My Vision
About the Bitcoin and Blockchain Boom Collection
It’s false that the Universe has only had one Big Bang. The event with which God kickstarted everything that happens, happened and will happened has had several iterations, on a human scale.
Everything in life has its big bang, its D day.
The day in spring 2003 when the Winklevoss twins decided to hire Mark Zuckerberg, who then proceeded to borrow their idea (Facebook). The day Blockbuster decided that buying Netflix for 50 million dollars was a bad move. The day Kasparov lost the first game of the match against Deep Blue. The day Van Gogh decided he had one ear too many.
Sometimes that big bang, that D day, that infinite cascade of variables, that domino effect, goes unnoticed.
When Satoshi Nakamoto published the bases of Bitcoin in 2008, he didn’t make the cover of any newspapers, he wasn’t mentioned on the news. In fact, until then, nobody had ever heard of Satoshi, whose identity is still a mystery today. Satoshi published a white paper on a cryptocurrency message board which catered to computer nerds and know-it-alls who believed there was nothing new under the sun.
In his paper, which was barely 9 pages long and contained a couple of simple sketches, Satoshi presented 12 points where he spoke about P2P programming, cryptography and monetarism. “What is needed,” he said, “is an electronic payment system based on a cryptographic proof instead of trust, allowing any two willing parties to transact directly with each other without the need for a trusted third party.”
The nerds were blown away: never had a cryptocurrency project seemed so promising, so blazing, so revolutionary. This could be the end of banks, governments and the central economic power of the planet.
The big bang was well underway, but nothing changed on the surface. Transactions that involved buying and selling were carried out using pieces of paper and metal, printed and coined in solemn institutions, sealed, signed and resigned.
However, with that brilliant move, which initially went unnoticed, Satoshi silently, inconspicuously and apparently imperceptibly, triggered the future.
The cryptocurrency big bang was sealed two years later, when programmer Laszlo Hanyecz paid for two Papa John’s pizzas using 10,000 bitcoin for the first time ever.Today, that inaugural translation is worth more than $75 million.

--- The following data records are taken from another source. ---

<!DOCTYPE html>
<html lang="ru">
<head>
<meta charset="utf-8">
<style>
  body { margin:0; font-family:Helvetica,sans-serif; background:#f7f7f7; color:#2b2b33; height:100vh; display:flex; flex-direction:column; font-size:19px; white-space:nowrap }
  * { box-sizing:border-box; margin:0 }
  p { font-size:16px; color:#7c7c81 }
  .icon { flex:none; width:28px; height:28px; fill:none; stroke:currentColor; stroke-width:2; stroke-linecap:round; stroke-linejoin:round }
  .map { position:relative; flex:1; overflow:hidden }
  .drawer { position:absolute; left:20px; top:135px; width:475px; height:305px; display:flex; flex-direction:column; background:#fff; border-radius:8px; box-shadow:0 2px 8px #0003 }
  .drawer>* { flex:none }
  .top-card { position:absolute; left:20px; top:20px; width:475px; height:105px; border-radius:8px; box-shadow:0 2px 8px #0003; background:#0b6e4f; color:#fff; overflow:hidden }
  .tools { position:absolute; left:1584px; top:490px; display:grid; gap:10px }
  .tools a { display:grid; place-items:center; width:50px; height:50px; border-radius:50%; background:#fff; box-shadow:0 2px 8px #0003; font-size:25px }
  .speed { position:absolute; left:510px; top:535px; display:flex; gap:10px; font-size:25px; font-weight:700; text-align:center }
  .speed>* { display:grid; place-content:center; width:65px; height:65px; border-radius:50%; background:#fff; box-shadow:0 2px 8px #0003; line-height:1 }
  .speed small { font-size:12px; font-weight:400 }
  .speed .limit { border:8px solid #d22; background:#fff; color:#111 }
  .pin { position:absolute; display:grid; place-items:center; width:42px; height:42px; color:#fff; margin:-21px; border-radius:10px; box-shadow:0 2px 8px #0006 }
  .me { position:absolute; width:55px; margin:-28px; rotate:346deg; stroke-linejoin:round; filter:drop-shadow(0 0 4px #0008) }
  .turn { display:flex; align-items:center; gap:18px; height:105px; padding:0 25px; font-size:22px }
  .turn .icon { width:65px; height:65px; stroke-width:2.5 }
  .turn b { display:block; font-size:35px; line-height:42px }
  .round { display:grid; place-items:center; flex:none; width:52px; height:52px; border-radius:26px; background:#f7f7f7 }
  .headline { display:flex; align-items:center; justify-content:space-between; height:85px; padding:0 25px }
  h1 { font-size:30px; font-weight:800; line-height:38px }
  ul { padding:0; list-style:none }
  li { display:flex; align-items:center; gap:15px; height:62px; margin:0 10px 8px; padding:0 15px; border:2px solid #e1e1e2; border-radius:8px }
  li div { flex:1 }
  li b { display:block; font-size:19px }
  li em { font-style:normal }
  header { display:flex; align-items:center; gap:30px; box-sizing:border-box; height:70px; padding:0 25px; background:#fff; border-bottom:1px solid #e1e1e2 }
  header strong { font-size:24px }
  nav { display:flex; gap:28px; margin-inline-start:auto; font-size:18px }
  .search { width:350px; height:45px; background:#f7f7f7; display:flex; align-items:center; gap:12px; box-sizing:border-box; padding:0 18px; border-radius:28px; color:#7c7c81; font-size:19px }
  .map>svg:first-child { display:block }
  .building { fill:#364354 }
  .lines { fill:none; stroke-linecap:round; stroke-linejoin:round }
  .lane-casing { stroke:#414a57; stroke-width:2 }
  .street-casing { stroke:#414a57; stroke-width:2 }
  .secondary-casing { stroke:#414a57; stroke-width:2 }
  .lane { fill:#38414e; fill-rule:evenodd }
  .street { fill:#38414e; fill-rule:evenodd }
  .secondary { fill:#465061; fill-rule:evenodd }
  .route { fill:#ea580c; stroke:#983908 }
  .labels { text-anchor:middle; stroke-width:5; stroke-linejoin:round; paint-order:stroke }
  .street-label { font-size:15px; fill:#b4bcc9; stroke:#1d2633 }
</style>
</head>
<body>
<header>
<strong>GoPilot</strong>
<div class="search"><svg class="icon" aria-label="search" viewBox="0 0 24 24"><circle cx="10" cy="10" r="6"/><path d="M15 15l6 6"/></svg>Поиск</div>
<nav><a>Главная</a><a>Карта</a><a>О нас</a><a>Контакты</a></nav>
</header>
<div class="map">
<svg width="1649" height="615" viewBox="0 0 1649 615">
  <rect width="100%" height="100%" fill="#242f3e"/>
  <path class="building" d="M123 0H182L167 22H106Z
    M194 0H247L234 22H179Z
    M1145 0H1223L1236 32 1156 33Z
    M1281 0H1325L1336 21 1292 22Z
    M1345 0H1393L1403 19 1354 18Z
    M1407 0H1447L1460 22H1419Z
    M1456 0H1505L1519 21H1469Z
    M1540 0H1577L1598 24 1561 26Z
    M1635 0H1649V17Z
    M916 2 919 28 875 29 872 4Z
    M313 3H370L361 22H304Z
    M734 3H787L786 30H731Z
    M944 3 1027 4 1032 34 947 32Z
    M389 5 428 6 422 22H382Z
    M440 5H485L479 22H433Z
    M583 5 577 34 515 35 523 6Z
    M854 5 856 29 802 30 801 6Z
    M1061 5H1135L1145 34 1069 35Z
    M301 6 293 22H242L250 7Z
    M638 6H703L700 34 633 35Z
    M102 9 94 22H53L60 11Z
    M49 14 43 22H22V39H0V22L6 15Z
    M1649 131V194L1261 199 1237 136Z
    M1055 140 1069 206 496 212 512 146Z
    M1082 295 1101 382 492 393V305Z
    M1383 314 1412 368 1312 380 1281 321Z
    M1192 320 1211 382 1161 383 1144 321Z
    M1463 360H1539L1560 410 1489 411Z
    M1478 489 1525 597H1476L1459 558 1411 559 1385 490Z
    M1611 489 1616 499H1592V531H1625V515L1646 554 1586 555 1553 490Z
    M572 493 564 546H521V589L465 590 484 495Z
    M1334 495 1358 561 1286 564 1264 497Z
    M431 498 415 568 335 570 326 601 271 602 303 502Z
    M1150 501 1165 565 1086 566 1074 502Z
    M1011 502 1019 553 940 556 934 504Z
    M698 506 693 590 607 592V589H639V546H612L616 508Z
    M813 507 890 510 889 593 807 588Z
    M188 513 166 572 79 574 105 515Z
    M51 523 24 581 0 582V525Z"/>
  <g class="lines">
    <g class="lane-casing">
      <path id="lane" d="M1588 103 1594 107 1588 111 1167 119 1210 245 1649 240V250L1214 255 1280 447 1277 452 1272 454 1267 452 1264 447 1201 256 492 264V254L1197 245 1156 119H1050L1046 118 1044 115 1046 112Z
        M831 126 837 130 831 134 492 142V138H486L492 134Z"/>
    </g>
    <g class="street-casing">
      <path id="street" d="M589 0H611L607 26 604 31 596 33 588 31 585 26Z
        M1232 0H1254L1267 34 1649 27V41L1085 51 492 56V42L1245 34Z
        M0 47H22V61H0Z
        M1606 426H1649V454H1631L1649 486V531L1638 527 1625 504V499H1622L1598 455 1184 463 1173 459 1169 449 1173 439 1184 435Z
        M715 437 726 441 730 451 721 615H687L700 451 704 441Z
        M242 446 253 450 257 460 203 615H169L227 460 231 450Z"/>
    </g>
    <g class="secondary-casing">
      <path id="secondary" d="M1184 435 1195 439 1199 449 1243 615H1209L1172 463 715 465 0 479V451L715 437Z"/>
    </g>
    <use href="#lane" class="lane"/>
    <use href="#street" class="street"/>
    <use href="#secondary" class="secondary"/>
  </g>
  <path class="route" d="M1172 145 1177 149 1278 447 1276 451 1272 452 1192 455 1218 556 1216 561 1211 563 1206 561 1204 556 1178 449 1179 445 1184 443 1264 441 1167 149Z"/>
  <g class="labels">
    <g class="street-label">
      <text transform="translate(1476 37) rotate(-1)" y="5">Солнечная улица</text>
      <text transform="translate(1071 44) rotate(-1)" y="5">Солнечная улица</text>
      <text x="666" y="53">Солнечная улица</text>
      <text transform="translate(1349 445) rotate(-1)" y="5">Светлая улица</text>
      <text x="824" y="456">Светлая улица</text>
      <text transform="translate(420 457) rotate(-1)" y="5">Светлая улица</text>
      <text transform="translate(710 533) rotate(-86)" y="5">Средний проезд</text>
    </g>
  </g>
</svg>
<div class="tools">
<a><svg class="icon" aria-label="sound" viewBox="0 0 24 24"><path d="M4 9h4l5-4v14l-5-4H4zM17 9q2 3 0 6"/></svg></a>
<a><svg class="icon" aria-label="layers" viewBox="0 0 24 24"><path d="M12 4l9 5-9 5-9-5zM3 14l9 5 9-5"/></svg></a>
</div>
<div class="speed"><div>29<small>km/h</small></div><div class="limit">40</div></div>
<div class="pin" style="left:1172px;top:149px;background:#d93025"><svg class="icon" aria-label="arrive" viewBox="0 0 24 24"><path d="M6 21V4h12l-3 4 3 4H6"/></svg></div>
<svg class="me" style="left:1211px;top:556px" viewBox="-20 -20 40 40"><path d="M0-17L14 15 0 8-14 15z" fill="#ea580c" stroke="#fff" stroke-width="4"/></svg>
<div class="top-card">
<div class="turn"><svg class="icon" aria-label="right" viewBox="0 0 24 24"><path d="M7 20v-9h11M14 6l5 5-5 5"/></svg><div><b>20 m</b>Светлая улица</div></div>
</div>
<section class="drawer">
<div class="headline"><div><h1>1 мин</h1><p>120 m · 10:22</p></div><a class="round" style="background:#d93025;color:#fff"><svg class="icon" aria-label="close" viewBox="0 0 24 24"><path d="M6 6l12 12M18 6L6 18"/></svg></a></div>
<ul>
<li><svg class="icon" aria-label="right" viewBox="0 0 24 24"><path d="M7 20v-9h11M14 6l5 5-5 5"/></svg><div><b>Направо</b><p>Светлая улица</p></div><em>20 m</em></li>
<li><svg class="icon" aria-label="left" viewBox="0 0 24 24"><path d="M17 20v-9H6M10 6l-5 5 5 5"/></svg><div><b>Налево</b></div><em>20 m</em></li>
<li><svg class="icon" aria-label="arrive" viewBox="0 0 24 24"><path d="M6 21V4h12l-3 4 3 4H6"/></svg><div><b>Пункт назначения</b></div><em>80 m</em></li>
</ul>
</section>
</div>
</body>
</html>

There’s even a Bitcoin Pizza Day to mark the occasion.
Shortly afterwards, Satoshi, the mastermind who kickstarted the big bang of the future, stepped aside, deleted his account, his identity and set free the butterfly effect of his creation, without intermediaries, with the raring energy of a bull run.
And he created his own legend. There are great many theories about his identity:
Satoshi is a corporation.
Satoshi is a woman.
Satoshi is an evil genius.
Satoshi is a good genius.
Satoshi came from the future.
Satoshi is an alien.
Satoshi is dead.
Whatever people say, the truth is that, wherever Satoshi may be, he is one of the 20 richest people in the world. He has $59 billion in an account. To stop the unstoppable, the world is already considering issuing virtual dollars and talking about crypto-governments.
Our planet is looking more like science fiction every day. And in this future, this digital currency is, unquestionably, the catalyst of everything that is coming.
We are breathing the future. But what will the future’s future be like? Not even the brightest minds dare imagine. There is no Jules Verne to anticipate the fluke of fate that will allow humanity to rise or fall into the pit of extinct species.
Will Bitcoin lead humanity to a fairer and more equitable future? Or will it accelerate an unthought-of, and despite the original motivation, counterattack, leading to more control and authoritarianism?
At present, the future is a map full of specks, figures and mathematical language. It is, in all, an amalgam of hypothesis. A truncated and branded graphic of projections. An Excel spreadsheet to nowhere. An abysmal question mark that gobbles everything up. An antimatter that repels calculations.
And there goes that undecipherable and slippery superhero, that smart mystery man, flying over the world as he flaps his algorithm wings. There goes Satoshi Nagamoto. Or what is left of him.